#### WHAT TO WORK ON:
Identify each line in the records below that contains the word "turn", and copy it.

#### RECORDS:

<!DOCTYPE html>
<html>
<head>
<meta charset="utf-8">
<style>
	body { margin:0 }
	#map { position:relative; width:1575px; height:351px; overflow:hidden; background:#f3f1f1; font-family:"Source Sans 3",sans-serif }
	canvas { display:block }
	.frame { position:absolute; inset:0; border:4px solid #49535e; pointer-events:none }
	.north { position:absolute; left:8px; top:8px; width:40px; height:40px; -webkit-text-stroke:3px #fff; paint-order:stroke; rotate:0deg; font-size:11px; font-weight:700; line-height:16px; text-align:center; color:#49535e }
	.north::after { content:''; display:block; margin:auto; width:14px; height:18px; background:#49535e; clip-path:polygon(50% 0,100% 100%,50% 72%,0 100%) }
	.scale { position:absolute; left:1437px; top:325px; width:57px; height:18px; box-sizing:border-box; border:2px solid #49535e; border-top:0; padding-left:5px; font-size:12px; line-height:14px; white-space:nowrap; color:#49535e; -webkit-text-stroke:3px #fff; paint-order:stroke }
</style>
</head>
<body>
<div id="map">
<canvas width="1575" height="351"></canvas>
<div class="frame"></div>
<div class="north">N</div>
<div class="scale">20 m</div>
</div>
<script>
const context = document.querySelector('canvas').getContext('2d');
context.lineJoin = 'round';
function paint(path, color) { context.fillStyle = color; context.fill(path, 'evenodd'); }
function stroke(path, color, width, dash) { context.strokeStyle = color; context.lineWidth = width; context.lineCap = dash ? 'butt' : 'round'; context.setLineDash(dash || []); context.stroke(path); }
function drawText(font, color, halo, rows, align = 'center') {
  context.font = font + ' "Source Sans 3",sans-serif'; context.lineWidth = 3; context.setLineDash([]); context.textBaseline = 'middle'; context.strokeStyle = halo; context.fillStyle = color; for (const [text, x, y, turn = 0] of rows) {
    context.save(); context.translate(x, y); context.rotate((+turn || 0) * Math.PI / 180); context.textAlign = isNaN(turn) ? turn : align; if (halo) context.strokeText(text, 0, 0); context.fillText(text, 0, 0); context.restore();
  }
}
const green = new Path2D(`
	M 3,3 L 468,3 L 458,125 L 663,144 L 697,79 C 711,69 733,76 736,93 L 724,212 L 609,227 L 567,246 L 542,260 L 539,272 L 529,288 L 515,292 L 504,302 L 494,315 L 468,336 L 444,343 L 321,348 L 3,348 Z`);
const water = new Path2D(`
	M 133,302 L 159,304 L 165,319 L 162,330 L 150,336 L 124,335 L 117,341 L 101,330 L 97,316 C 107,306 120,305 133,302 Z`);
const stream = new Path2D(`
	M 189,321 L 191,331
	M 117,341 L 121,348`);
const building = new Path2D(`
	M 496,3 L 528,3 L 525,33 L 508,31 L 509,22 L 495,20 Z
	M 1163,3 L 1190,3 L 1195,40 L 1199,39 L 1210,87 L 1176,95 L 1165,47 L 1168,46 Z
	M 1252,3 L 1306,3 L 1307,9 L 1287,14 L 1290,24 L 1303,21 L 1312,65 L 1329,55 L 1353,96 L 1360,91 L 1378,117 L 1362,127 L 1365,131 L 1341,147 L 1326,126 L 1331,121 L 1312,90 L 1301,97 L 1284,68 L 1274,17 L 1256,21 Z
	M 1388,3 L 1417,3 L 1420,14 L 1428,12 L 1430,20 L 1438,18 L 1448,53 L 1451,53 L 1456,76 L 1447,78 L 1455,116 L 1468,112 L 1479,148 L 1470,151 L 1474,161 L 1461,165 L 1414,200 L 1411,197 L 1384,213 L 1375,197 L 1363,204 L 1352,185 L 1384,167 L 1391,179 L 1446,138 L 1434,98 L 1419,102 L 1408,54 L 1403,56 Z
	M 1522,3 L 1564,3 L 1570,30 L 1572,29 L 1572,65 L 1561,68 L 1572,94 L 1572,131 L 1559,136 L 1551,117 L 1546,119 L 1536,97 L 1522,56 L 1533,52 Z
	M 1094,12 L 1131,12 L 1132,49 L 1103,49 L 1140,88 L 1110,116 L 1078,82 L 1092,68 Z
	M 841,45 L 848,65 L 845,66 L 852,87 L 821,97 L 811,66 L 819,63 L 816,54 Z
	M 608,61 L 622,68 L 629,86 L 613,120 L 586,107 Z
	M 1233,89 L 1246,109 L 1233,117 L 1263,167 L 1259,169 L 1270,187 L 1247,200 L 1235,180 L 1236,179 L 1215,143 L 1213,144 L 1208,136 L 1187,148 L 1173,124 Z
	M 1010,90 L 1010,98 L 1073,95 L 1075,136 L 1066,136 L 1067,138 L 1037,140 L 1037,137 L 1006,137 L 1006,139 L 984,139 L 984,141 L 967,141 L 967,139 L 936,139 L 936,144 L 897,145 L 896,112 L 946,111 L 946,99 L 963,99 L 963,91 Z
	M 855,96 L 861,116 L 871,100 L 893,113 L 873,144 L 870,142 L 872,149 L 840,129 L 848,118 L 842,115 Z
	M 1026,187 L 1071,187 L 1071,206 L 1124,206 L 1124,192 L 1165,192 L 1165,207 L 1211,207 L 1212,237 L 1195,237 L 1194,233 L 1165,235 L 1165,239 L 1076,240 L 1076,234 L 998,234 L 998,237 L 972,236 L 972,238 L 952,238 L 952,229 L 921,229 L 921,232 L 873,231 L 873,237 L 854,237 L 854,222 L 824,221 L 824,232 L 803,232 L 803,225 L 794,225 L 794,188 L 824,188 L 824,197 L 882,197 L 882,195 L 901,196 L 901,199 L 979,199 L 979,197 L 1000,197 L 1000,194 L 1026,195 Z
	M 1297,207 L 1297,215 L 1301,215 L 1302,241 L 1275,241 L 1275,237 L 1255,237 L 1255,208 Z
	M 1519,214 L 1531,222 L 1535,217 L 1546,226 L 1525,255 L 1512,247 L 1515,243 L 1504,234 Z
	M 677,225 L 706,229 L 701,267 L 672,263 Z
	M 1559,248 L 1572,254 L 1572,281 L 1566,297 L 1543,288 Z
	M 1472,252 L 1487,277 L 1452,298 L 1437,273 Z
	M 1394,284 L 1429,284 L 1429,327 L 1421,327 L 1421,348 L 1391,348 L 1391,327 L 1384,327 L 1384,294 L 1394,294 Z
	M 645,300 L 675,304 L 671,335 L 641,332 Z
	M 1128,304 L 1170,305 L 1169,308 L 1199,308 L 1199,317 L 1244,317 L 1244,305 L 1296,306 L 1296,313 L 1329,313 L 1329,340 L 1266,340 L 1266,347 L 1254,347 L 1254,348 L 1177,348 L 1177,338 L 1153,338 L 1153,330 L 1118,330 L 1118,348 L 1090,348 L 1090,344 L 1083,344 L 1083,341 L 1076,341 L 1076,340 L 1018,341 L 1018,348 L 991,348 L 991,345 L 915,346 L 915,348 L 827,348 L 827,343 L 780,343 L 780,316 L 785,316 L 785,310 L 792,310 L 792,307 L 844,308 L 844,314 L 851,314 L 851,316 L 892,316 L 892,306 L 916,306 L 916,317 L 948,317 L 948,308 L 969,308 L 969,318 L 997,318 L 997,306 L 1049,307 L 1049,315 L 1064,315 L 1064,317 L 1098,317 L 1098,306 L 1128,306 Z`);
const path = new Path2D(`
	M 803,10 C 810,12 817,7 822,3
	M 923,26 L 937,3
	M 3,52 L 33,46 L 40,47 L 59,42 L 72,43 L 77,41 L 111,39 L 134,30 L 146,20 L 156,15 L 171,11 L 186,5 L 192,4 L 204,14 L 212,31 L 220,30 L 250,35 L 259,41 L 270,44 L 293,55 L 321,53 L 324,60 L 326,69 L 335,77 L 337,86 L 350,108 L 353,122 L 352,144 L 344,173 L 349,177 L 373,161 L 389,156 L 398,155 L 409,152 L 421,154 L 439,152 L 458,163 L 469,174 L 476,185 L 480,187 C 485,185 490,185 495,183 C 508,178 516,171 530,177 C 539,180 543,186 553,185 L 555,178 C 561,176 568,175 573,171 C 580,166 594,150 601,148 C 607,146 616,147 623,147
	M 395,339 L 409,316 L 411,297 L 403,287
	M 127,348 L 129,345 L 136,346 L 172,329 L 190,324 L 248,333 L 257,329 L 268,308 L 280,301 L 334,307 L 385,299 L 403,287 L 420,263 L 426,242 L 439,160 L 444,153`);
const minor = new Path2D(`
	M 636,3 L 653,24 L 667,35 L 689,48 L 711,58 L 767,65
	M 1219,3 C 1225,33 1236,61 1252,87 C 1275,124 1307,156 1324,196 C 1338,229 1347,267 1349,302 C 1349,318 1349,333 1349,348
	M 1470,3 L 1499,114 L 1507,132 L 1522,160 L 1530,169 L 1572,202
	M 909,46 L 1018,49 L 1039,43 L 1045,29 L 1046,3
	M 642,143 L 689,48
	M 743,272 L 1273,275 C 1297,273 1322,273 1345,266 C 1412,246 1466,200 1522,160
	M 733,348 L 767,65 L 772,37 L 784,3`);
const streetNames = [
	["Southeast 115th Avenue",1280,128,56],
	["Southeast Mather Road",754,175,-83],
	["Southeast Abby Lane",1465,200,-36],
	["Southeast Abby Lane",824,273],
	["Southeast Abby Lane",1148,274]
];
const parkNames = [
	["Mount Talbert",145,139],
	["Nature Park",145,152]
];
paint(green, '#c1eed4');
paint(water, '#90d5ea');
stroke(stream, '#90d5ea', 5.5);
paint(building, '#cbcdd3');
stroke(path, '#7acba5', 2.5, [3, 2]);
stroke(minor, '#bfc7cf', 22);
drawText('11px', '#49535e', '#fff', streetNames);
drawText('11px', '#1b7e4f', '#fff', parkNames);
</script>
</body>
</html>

#### RESULT OF THIS EXERCISE:
  context.font = font + ' "Source Sans 3",sans-serif'; context.lineWidth = 3; context.setLineDash([]); context.textBaseline = 'middle'; context.strokeStyle = halo; context.fillStyle = color; for (const [text, x, y, turn = 0] of rows) {
    context.save(); context.translate(x, y); context.rotate((+turn || 0) * Math.PI / 180); context.textAlign = isNaN(turn) ? turn : align; if (halo) context.strokeText(text, 0, 0); context.fillText(text, 0, 0); context.restore();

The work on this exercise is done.